Paralympic Games, Day 8: Australia’s Tim Hodge Turns Mission Impossible To Possible With A Golden Finish In Paris
For the past three years Tim Hodge has been a man on a mission and today in Paris, the boy from Blacktown in Western Sydney (NSW) achieved his lifelong dream – Paralympic gold – Australia’s fourth in what has been a hard-fought campaign.
After two previous Games, Hodge had won two silver and a bronze in Tokyo in 2021, and now he is a dual Paralympic gold medallist – his first as a member of the victorious. 4x100m Mixed Medley Relay in world record time.
His second, a gold medal to savor.
The first individual gold for the 23-year-old who had the lower limb on his right leg amputated at the age of four, has actually been a lifetime in the making.

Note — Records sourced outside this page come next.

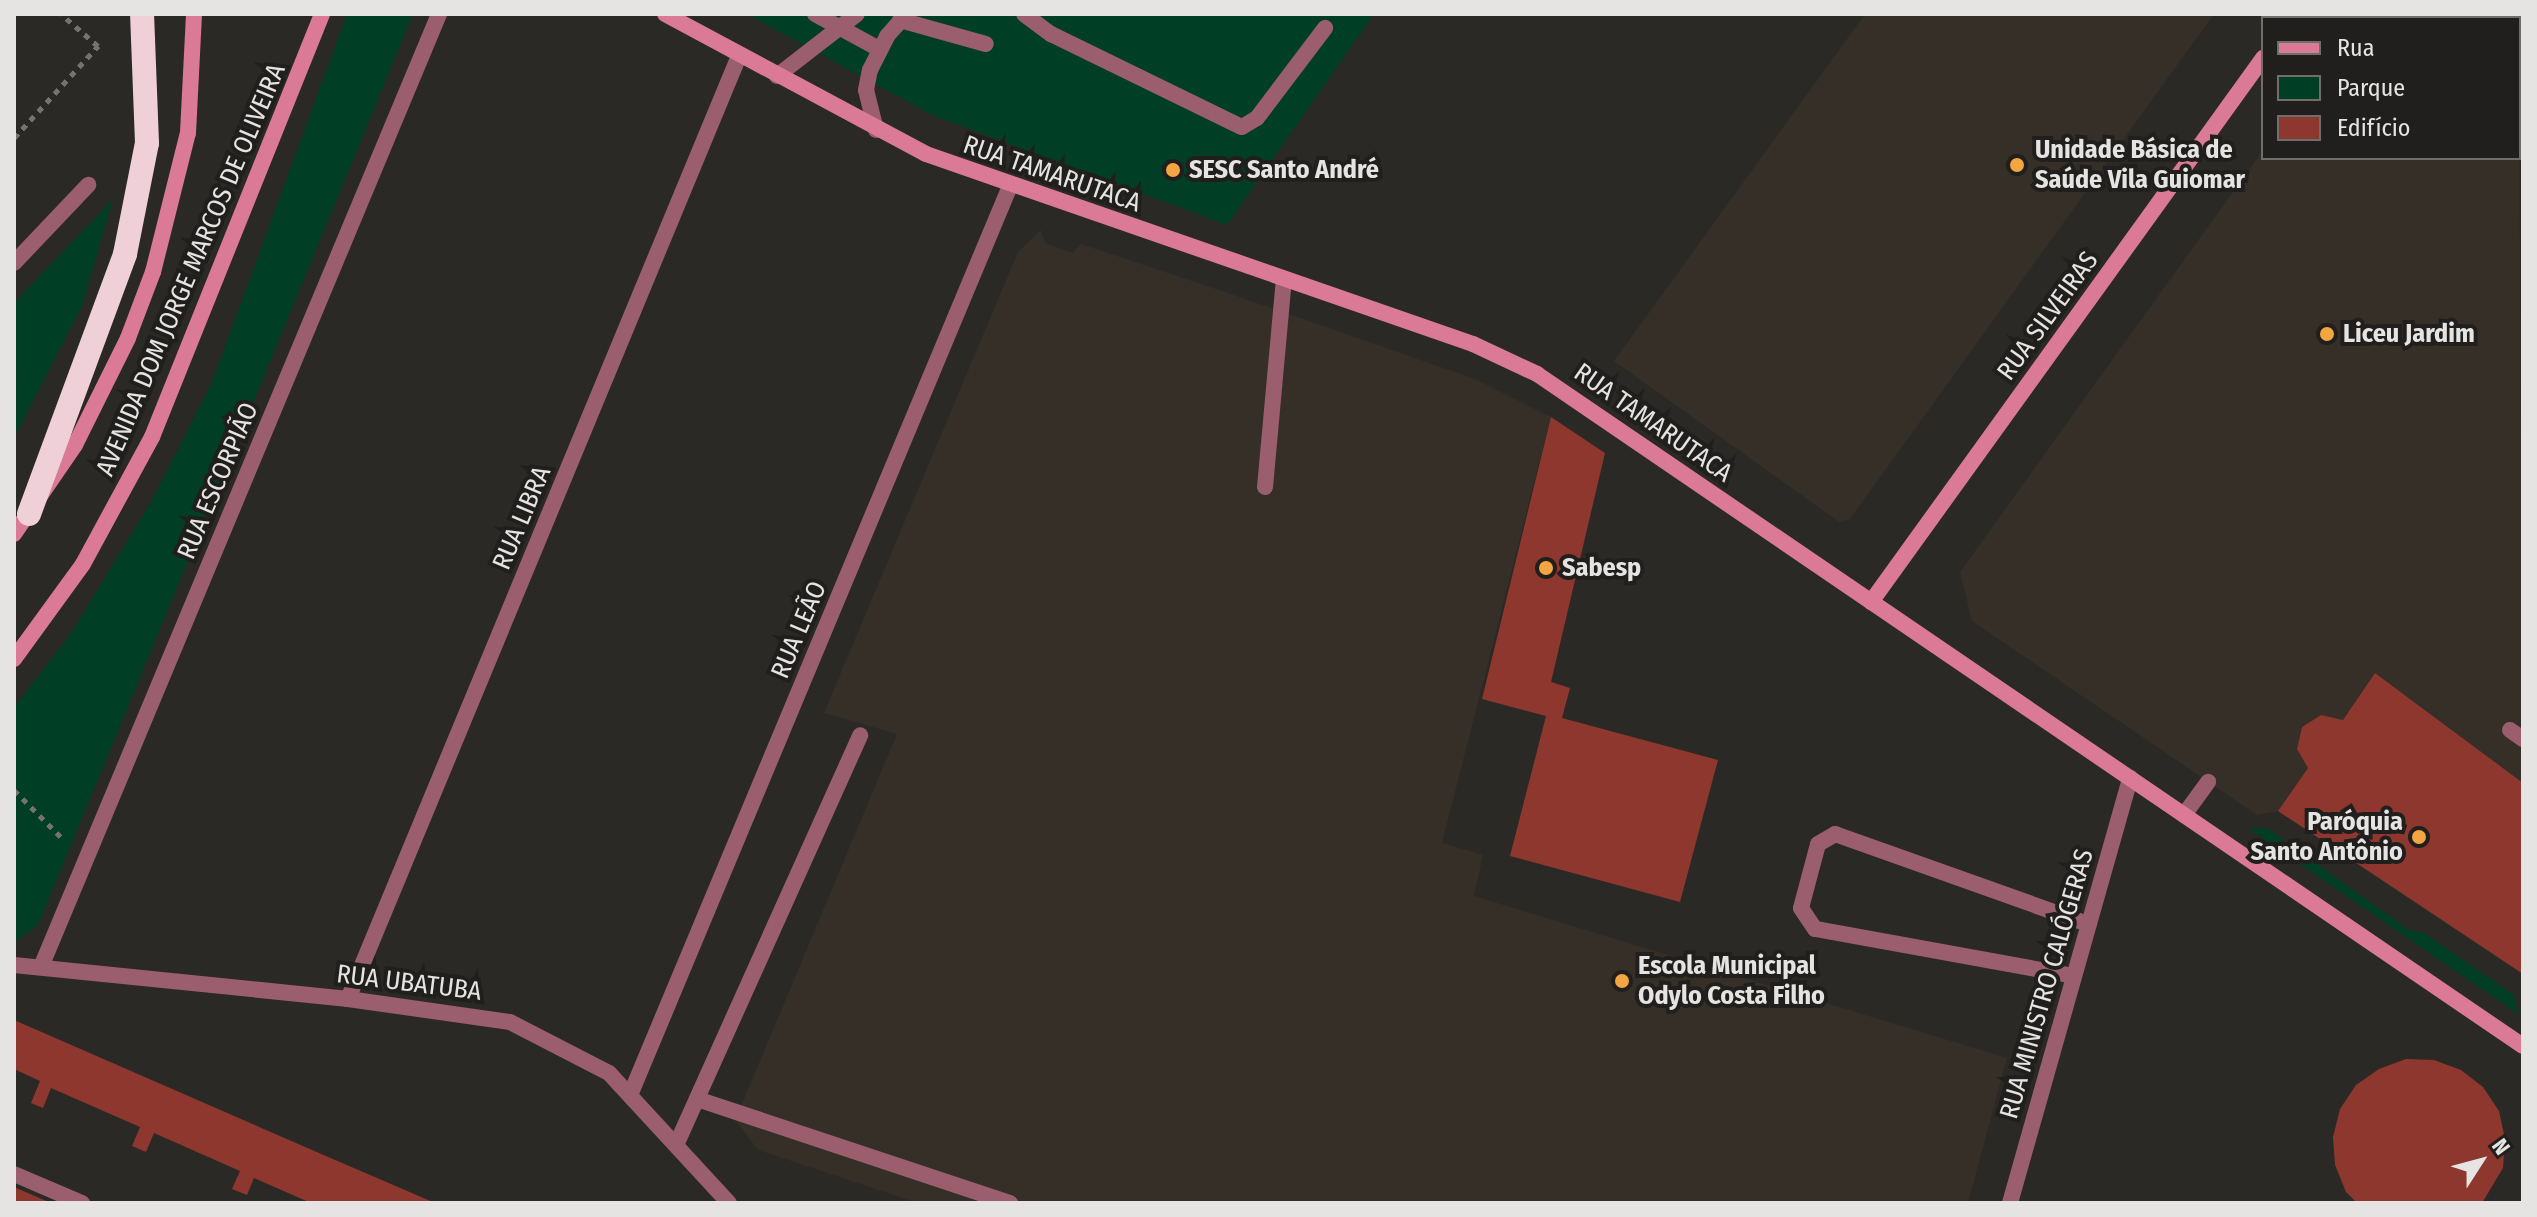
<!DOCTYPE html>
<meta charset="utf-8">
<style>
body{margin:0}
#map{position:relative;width:2537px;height:1217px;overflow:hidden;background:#2b2926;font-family:"Fira Sans Condensed",sans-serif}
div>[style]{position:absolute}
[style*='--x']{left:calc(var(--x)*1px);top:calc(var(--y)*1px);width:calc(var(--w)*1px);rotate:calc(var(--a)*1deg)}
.built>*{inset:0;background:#352f27}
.green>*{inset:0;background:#003f26}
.building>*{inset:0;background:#8e372e}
.path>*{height:5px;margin-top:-2.5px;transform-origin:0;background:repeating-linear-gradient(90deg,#757370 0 6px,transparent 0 12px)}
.lane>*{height:16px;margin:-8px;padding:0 8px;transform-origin:8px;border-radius:8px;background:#9a5e6f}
.street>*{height:16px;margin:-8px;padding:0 8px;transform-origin:8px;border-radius:8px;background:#9a5e6f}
.secondary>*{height:16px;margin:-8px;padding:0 8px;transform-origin:8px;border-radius:8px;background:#da7a97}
.highway>*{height:24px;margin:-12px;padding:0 12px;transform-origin:12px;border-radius:12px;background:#f0d0d8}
.dots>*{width:22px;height:22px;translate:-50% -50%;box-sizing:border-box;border:4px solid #211f1d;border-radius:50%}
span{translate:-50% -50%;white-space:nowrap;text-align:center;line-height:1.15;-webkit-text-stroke:8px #211f1d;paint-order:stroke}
.poi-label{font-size:26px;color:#e5e4e2;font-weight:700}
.left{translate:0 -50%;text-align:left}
.right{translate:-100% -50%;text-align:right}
.street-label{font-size:26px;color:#e5e4e2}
.frame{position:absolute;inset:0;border:16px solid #e5e4e2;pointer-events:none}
.legend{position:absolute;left:2261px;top:16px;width:260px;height:144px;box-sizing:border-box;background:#211f1d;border:2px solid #6f6e6c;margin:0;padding:10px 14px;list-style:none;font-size:24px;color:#e5e4e2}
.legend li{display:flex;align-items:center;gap:16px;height:40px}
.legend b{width:40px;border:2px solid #6f6e6c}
.north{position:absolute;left:2441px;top:1121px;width:80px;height:80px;-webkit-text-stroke:6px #211f1d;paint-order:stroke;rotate:54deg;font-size:22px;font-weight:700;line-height:32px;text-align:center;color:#e5e4e2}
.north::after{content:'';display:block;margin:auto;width:28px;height:36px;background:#e5e4e2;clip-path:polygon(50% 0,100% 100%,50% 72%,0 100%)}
</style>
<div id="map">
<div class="built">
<i style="clip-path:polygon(1865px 14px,2214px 14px,1850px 519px,1839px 522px,1614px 361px)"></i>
<i style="clip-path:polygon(2519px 84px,2523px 783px,2375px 673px,2343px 720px,2321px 715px,2302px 727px,2297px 749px,2308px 768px,2278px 811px,2257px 815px,1972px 621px,1960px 572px,2263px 150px,2263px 158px,2519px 158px)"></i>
<i style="clip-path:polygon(1041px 230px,1045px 243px,1073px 253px,1081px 244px,1228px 293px,1475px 379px,1551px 417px,1442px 843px,1483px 855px,1474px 896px,2007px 1058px,1968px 1203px,918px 1203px,758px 1150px,736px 1121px,739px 1111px,897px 734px,824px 713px,1018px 252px)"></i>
</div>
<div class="green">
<i style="clip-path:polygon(347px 14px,413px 14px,43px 913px,38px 925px,14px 942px,14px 707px,72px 632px,152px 500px,212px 382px)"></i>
<i style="clip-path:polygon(747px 14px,1374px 14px,1227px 225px,932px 115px)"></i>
<i style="clip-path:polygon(113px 199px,82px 306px,14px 438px,14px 303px)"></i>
<i style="clip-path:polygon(2267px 828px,2409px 930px,2424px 933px,2514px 995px,2518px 1014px,2249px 829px)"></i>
</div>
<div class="building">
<i style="clip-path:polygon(2481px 14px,2523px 14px,2523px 62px,2519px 18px,2479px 18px)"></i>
<i style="clip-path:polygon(1551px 417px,1605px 453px,1551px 682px,1570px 688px,1562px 718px,1718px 760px,1680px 902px,1510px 856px,1546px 716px,1482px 699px)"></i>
<i style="clip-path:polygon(2375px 673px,2523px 783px,2523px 974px,2278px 811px,2308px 768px,2297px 749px,2302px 727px,2321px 715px,2343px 720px)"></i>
<i style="clip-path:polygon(14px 1020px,319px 1153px,435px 1203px,311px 1203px,254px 1178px,247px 1195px,232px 1189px,240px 1171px,154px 1133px,146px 1152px,132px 1146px,140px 1127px,51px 1088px,43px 1108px,31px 1103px,40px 1081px,14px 1069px)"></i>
<i style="clip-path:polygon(2406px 1059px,2434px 1060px,2461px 1070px,2483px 1087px,2499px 1111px,2505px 1139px,2503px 1168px,2482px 1203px,2357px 1203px,2346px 1192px,2335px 1165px,2333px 1137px,2340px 1109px,2356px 1085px,2379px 1069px)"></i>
<i style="clip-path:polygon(14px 1187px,51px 1203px,14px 1203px)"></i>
</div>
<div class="path">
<i style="--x:14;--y:138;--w:125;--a:-47.6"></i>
<i style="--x:98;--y:46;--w:49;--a:-139.1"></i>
<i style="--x:14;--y:790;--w:71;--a:45"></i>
</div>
<div class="lane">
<i style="--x:815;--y:14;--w:73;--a:28.7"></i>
<i style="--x:1024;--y:14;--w:34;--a:37"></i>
<i style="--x:1051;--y:34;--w:212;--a:26"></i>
<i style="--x:1242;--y:127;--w:17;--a:-31"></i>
<i style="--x:1257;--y:118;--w:113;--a:-52.9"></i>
<i style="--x:900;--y:20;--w:89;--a:15.6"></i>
<i style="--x:777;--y:76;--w:101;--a:-37.8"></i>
<i style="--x:876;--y:130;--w:41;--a:-104"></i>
<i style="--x:866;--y:90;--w:20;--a:-79"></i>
<i style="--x:870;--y:70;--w:38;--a:-63"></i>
<i style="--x:887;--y:36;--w:30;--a:-48"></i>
<i style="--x:1265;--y:487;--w:208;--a:-84.8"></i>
<i style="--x:2510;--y:730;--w:16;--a:35"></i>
<i style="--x:2184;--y:815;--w:41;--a:-54"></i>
<i style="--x:2074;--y:976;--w:263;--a:-169.7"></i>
<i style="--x:1815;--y:929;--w:25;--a:-124"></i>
<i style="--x:1801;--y:908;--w:66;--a:-75.1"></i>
<i style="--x:1818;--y:844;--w:20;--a:-30"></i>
<i style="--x:1835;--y:834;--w:269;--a:19.6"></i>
<i style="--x:697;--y:1099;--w:330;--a:18.4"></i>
<i style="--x:14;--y:1174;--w:74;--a:23.1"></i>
</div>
<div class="street">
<i style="--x:14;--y:263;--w:108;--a:-46.5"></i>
<i style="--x:14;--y:965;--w:336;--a:5.8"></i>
<i style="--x:348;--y:999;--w:164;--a:8.1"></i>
<i style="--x:510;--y:1022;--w:111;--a:27.3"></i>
<i style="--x:609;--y:1073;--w:177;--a:47.3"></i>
<i style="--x:41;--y:967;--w:1033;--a:-67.33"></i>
<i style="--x:348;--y:999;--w:1021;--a:-67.48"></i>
<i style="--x:631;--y:1093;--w:983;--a:-67.32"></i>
<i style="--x:677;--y:1143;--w:447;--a:-65.8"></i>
<i style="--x:2010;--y:1203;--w:442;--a:-74.2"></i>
</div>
<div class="secondary">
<i style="--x:665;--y:14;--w:296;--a:28.2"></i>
<i style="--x:926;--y:154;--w:579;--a:19.15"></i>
<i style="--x:1473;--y:344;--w:71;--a:25.1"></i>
<i style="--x:1537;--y:374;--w:1193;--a:34.28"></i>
<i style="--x:2291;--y:18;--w:5;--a:-53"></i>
<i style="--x:14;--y:534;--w:108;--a:-55.6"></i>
<i style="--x:75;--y:445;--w:119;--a:-63.6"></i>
<i style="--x:128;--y:338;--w:71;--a:-69.3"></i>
<i style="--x:153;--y:272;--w:143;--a:-75.9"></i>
<i style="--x:188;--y:133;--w:119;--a:-87.1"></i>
<i style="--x:1871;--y:602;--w:671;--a:-54.22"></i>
<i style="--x:14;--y:659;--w:117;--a:-54"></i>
<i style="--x:83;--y:564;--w:145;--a:-61.5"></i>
<i style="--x:152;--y:437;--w:456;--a:-68.1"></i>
</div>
<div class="highway">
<i style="--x:29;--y:514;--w:277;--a:-69.7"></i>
<i style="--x:125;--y:254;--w:113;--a:-78.8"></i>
<i style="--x:147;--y:143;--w:129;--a:-92.2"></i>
</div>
<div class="dots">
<i style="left:2017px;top:165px;background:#f2a541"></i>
<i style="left:1173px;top:170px;background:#f2a541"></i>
<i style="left:2327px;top:334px;background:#f2a541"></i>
<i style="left:1546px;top:568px;background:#f2a541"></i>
<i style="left:2419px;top:837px;background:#f2a541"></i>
<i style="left:1622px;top:981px;background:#f2a541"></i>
</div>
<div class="poi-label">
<span class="left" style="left:2035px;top:165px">Unidade Básica de<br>Saúde Vila Guiomar</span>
<span class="left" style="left:1189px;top:170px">SESC Santo André</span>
<span class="left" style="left:2343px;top:334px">Liceu Jardim</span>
<span class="left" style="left:1562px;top:568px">Sabesp</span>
<span class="right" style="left:2403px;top:837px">Paróquia<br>Santo Antônio</span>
<span class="left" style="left:1638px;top:981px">Escola Municipal<br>Odylo Costa Filho</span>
</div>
<div class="street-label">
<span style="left:1052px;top:174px;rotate:19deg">RUA TAMARUTACA</span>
<span style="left:191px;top:270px;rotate:-67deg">AVENIDA DOM JORGE MARCOS DE OLIVEIRA</span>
<span style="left:2048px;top:316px;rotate:-54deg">RUA SILVEIRAS</span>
<span style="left:1653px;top:423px;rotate:35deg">RUA TAMARUTACA</span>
<span style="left:218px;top:481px;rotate:-67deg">RUA ESCORPIÃO</span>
<span style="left:522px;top:518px;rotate:-67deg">RUA LIBRA</span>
<span style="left:799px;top:630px;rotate:-67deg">RUA LEÃO</span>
<span style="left:409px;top:983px;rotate:7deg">RUA UBATUBA</span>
<span style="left:2047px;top:984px;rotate:-74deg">RUA MINISTRO CALÓGERAS</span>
</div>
<div class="frame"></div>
<ul class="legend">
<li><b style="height:10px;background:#da7a97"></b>Rua</li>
<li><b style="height:22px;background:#003f26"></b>Parque</li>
<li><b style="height:22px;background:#8e372e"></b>Edifício</li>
</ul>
<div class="north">N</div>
</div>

For a lad from a working-class family, who said to his mother, “I’ll never be any good at anything now” showed just what can be achieved in life with his golden swim in the SM9 200IM in a new Paralympic record.
A record in fact held by his hero – Australia’s greatest Paralympic swimmer, Matthew Cowdrey – the winner of 23 medals – 13 of them gold and three in the 200IM – setting the Paralympic record (broken today by Hodge) in Beijing back in 2008.
And by doing stuff, says Hodge “that people either can’t do or won’t do, and you’ve got to do it day in and day out to stay on top,” winning the one he really wanted at the 2024 Paris Games – his maiden individual Paralympic gold – to the cheers of the packed La Defense Arena.
Hodge led from start to finish to claim the gold in his Paralympic record time of 2.13:31
He went into the race as the two-time world champion and world record holder and described how his training had to be “impossible” to win the elusive Paralympic gold.
“The hard thing with being world champion, world record holder, is that you’ve got no one to chase,” he told the Nine Network.
“So everything you’ve got to do to improve is stuff that people have never done before.
“You’ve got to do stuff that people either can’t do or won’t do, and you’ve got to do it day in and day out to stay on top.
“So my coach (Misha Payne at the Australian Catholic University, Blacktown) and I have been working really hard at making sure that we do the impossible to make sure that when it comes to this stage, the impossible becomes possible.”
Hodge’s gold saw Advance Australia Fair ring out for a fourth time in Paris and finally completed his pool room full medal collection.